Hi,
I have a weird problem with my couple Glusterfs-oVirt:
I had two data domain for my VMs on oVirt. The main one (data) is a Distributed-Replicate
with 2 x 3 = 6 bricks of ~ 1,4 Tb on 3 servers (2 bricks by server).
It was an extend of a previous 1 x 3 = 3 Replicated volume on the same servers. I had one
new disk (and one new brick) on each of these 3 servers.

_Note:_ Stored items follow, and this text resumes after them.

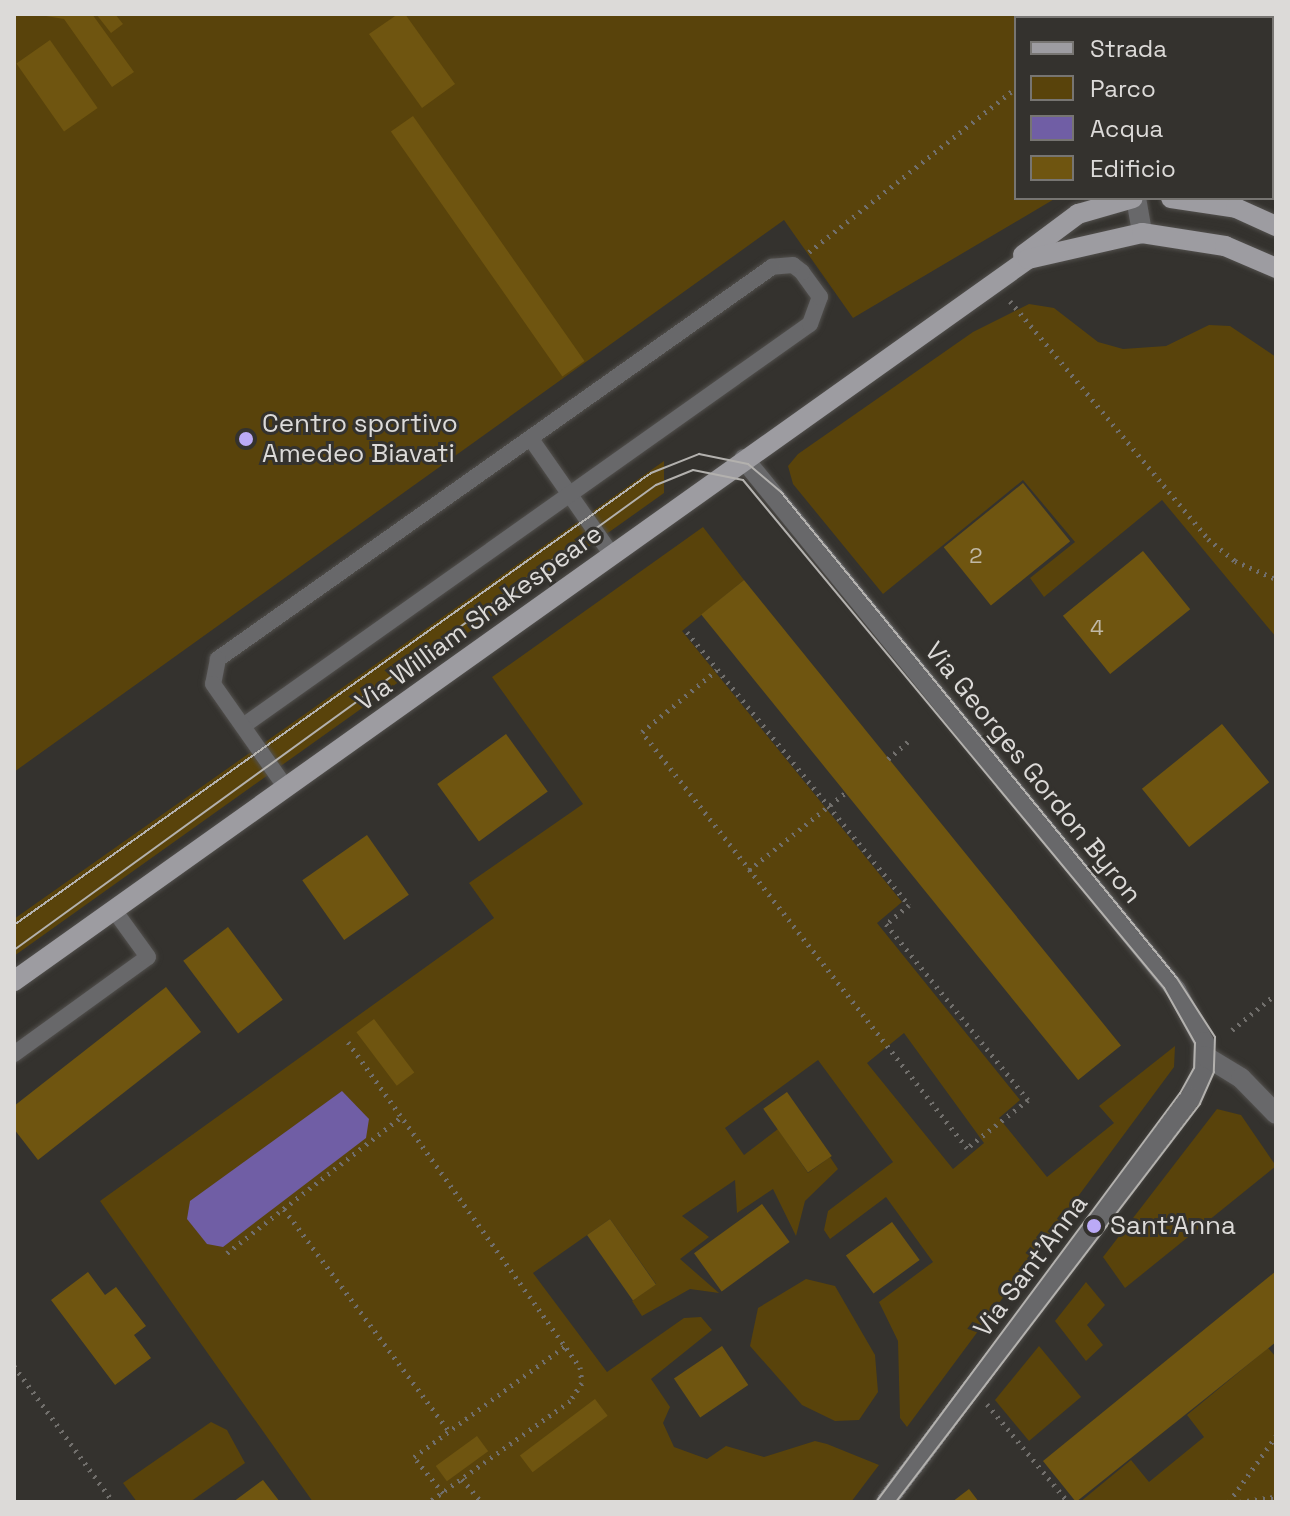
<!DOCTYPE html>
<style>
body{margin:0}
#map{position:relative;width:1290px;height:1516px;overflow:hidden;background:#34322e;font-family:"Space Grotesk",sans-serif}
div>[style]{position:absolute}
.green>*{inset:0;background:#59430b;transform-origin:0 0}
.water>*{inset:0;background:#705ea5}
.building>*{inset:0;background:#6f5510;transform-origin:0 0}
.path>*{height:5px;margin-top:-2.5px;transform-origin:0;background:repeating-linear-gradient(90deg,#716f6c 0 2px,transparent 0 8px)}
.roads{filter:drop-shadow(0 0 2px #52504d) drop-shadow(0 0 2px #52504d)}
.service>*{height:16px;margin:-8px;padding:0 8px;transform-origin:8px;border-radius:8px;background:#68686a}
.minor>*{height:20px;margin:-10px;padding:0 10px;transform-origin:10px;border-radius:10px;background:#68686a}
.primary>*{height:20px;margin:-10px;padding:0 10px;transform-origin:10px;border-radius:10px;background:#9d9ca1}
.tram>*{height:2px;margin:-1px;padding:0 1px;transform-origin:1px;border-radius:1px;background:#b3b1ae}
.dots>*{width:22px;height:22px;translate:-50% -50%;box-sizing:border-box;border:4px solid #34322e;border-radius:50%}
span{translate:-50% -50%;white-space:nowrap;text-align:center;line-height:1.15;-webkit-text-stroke:6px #34322e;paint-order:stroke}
.number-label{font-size:22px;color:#c1b9a6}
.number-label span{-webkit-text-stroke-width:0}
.poi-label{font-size:26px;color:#dcdad8}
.left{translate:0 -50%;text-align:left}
.street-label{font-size:26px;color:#dcdad8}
.frame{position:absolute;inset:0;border:16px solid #dcdad8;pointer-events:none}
.legend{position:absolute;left:1014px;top:16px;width:260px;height:184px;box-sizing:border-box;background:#34322e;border:2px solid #777572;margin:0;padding:10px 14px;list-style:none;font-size:24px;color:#dcdad8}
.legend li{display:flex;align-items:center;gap:16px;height:40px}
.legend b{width:40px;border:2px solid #777572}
</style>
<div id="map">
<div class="green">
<i style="clip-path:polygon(14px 14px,1038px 14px,1016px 18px,1016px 198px,1056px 198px,853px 318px,784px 220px,14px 772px)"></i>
<i style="left:1071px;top:14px;width:115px;height:6px"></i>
<i style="clip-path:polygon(1029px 304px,1054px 308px,1098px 342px,1123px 349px,1166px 346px,1209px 325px,1230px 326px,1276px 357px,1276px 637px,1162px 500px,1044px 597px,1030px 578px,1075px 542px,1023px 480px,883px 594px,793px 484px,788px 466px,798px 454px,973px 332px)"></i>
<i style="clip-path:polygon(664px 461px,664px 493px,14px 956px,14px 919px)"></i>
<i style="clip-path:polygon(evenodd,703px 527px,744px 580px,682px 631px,902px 902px,877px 923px,1020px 1100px,999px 1118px,1047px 1177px,1114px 1123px,1099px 1106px,1175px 1046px,1174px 1067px,907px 1427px,900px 1418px,898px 1341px,879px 1302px,933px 1262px,886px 1197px,830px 1239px,824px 1230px,828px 1211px,893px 1162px,818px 1060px,725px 1128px,744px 1155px,778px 1129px,808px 1173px,830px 1157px,838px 1169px,805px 1201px,796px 1236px,773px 1189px,737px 1213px,735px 1180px,682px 1216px,709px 1237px,680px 1259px,719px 1293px,690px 1289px,642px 1316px,632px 1301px,656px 1284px,610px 1219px,533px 1273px,607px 1372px,684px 1318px,701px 1317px,712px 1330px,651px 1379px,670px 1407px,663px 1423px,674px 1447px,707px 1459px,726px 1446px,764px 1457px,815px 1441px,827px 1444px,879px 1465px,851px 1502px,313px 1502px,100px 1201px,494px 918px,469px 883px,583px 804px,492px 677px,703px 527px,904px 1033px,984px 1143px,953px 1169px,867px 1063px,904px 1033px)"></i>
<i style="clip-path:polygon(1217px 1109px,1241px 1115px,1276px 1166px,1125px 1288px,1103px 1257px)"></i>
<i style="clip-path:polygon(806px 1279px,835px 1286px,875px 1355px,878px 1392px,859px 1420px,835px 1421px,802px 1405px,750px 1346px,758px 1308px)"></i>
<i style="clip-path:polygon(1086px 1282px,1105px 1305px,1087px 1325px,1103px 1345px,1086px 1361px,1055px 1321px)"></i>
<i style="clip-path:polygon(1039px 1346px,1081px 1397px,1029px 1441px,995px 1400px)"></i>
<i style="clip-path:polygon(1268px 1348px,1276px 1357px,1276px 1502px,1080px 1502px,1131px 1460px,1149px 1482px,1204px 1437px,1187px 1415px)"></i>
<i style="clip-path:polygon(211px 1422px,227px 1430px,245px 1463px,190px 1502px,137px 1502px,123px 1483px)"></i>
</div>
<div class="water">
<i style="clip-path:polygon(342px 1091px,369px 1119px,366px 1138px,223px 1247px,207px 1244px,187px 1219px,190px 1201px)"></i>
</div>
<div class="building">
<i style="clip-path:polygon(92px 14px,134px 72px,112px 87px,64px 19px,46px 16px)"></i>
<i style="clip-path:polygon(96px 14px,115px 14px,123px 24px,111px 33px)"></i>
<i style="clip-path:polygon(398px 14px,405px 14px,455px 84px,422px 108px,369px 34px)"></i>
<i style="left:50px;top:40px;width:83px;height:41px;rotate:55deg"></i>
<i style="left:413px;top:116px;width:299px;height:27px;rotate:55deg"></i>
<i style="left:1023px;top:483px;width:75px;height:102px;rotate:51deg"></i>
<i style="left:1143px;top:551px;width:75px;height:103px;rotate:51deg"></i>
<i style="left:744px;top:580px;width:599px;height:55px;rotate:51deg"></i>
<i style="left:1222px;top:724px;width:75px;height:103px;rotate:51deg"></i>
<i style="left:506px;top:734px;width:71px;height:85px;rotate:54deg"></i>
<i style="left:367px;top:835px;width:73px;height:79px;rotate:55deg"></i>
<i style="left:228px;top:927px;width:91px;height:56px;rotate:53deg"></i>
<i style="clip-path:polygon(166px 987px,201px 1032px,38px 1160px,14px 1129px,14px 1106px)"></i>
<i style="left:374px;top:1019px;width:67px;height:22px;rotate:53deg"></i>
<i style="left:787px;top:1092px;width:78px;height:29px;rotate:55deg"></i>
<i style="left:762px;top:1204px;width:47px;height:84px;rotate:54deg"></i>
<i style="left:610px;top:1219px;width:80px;height:28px;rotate:55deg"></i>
<i style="left:892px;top:1222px;width:47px;height:57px;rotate:54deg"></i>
<i style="clip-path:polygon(1276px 1271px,1276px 1342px,1076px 1502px,1043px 1461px)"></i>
<i style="clip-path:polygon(88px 1272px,105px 1295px,116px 1287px,146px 1326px,134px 1335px,151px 1358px,115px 1385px,51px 1300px)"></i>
<i style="left:722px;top:1346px;width:47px;height:58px;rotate:56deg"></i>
<i style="left:595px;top:1399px;width:21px;height:94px;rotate:53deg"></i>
<i style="left:477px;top:1436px;width:19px;height:51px;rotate:54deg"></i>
<i style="clip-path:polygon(263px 1480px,280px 1502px,233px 1502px,260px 1482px)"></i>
<i style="clip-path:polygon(969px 1489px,979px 1502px,952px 1502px)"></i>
</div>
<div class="path">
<i style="left:809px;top:252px;width:264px;rotate:-38.4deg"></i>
<i style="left:1010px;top:301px;width:310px;rotate:50.2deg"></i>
<i style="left:1208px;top:539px;width:35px;rotate:39deg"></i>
<i style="left:1235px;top:561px;width:45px;rotate:23.7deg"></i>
<i style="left:687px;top:632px;width:352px;rotate:50.9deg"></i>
<i style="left:909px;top:905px;width:30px;rotate:140deg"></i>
<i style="left:886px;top:924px;width:226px;rotate:51.1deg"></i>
<i style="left:1028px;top:1100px;width:78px;rotate:141.8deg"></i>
<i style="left:967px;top:1148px;width:528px;rotate:-128deg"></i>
<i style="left:642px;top:732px;width:97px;rotate:-39.6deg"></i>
<i style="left:888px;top:759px;width:28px;rotate:-41deg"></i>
<i style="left:749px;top:870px;width:123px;rotate:-38.7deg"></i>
<i style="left:1232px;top:1030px;width:57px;rotate:-39.3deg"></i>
<i style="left:348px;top:1042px;width:399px;rotate:54.5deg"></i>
<i style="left:580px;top:1367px;width:16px;rotate:83deg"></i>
<i style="left:582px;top:1383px;width:22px;rotate:124deg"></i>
<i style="left:570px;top:1401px;width:173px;rotate:144.4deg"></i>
<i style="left:284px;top:1209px;width:277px;rotate:53.4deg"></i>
<i style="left:227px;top:1253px;width:221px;rotate:-38deg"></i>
<i style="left:14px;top:1366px;width:168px;rotate:53.9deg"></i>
<i style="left:987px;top:1404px;width:127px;rotate:50.4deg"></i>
<i style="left:462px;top:1479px;width:30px;rotate:50deg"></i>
<i style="left:443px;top:1493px;width:46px;rotate:-128.9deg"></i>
<i style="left:414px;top:1457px;width:187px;rotate:-36.3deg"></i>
<i style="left:1229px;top:1502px;width:81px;rotate:-54.5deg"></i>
<i style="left:1239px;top:1502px;width:37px;rotate:-8deg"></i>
</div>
<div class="roads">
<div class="service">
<i style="left:531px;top:439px;width:141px;rotate:55.1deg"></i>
<i style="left:243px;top:726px;width:695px;rotate:-35.34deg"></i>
<i style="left:810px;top:324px;width:29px;rotate:-70deg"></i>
<i style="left:820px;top:297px;width:31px;rotate:-126deg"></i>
<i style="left:802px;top:272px;width:11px;rotate:-142deg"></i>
<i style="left:793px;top:265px;width:21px;rotate:175deg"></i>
<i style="left:772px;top:267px;width:679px;rotate:144.72deg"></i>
<i style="left:218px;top:659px;width:25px;rotate:101deg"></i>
<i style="left:213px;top:684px;width:127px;rotate:54.9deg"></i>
<i style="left:14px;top:1054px;width:165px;rotate:-35.9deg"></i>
<i style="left:148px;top:957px;width:58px;rotate:-125.9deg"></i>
</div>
<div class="minor">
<i style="left:1075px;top:14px;width:5px;rotate:53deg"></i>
<i style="left:1136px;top:198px;width:36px;rotate:80deg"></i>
<i style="left:744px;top:459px;width:685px;rotate:50.87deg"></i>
<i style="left:1176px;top:990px;width:59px;rotate:61.7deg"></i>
<i style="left:1204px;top:1042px;width:28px;rotate:92deg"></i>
<i style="left:1203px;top:1070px;width:30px;rotate:114deg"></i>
<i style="left:1191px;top:1097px;width:507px;rotate:126.98deg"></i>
<i style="left:1205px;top:1056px;width:42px;rotate:31.4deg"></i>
<i style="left:1241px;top:1078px;width:50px;rotate:45.8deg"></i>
</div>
<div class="primary">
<i style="left:1171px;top:198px;width:66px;rotate:8.7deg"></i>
<i style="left:1236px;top:208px;width:44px;rotate:24.2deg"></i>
<i style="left:1023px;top:255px;width:69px;rotate:-36.7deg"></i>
<i style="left:1078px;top:214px;width:57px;rotate:-16.2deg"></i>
<i style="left:14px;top:981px;width:1245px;rotate:-35.45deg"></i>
<i style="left:1028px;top:259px;width:117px;rotate:-12.8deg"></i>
<i style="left:1142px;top:233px;width:84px;rotate:8.9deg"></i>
<i style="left:1225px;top:246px;width:56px;rotate:23.3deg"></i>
</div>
</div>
<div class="tram">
<i style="left:14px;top:925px;width:781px;rotate:-35.36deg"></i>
<i style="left:651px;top:473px;width:52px;rotate:-21.6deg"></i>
<i style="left:699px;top:454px;width:50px;rotate:11.5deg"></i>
<i style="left:748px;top:464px;width:43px;rotate:40.3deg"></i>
<i style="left:781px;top:492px;width:627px;rotate:50.83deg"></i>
<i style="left:1177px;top:978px;width:70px;rotate:57.2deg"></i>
<i style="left:1215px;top:1037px;width:35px;rotate:92deg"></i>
<i style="left:1214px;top:1072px;width:35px;rotate:114deg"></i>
<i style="left:1200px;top:1104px;width:501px;rotate:127.37deg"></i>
<i style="left:14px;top:950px;width:793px;rotate:-35.92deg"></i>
<i style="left:656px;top:485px;width:40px;rotate:-22deg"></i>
<i style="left:693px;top:470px;width:51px;rotate:11.3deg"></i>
<i style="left:743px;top:480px;width:660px;rotate:50.35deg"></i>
<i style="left:1164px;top:988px;width:63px;rotate:60.6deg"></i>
<i style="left:1195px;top:1043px;width:25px;rotate:92deg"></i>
<i style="left:1194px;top:1068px;width:29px;rotate:119deg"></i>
<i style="left:1180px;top:1093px;width:510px;rotate:126.62deg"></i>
</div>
<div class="dots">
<i style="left:246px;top:439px;background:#bbaaf6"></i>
<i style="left:1094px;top:1226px;background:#bbaaf6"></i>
</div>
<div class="number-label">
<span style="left:976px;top:556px">2</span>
<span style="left:1097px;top:628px">4</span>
</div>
<div class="poi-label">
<span class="left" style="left:262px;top:439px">Centro sportivo<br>Amedeo Biavati</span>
<span class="left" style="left:1110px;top:1226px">Sant'Anna</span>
</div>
<div class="street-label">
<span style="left:479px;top:618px;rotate:-36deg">Via William Shakespeare</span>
<span style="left:1033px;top:773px;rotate:51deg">Via Georges Gordon Byron</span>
<span style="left:1031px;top:1266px;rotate:-53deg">Via Sant'Anna</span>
</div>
<div class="frame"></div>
<ul class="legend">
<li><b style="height:10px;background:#9d9ca1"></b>Strada</li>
<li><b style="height:22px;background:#59430b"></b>Parco</li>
<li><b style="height:22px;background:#705ea5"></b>Acqua</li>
<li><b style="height:22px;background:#6f5510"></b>Edificio</li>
</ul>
</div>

My concern is the reported use of this volume (almost 100%).
a df -h give me :
df -h .
Filesystem Size Used Avail Use% Mounted on
ovirt1.pmmg.priv:/data 3.4T 3.3T 84G 98%
/rhev/data-center/mnt/glusterSD/ovirt1.pmmg.priv:_data
but a du of the same partition give me :
du -hs /rhev/data-center/mnt/glusterSD/ovirt1.pmmg.priv:_data
1.4T /rhev/data-center/mnt/glusterSD/ovirt1.pmmg.priv:_data
and there no hidden folder I could miss in this mount point.
The weird point (the second one) is when I delete a VMs and is disks (main disk and
snapshot) I doesn't get back some space on these volume.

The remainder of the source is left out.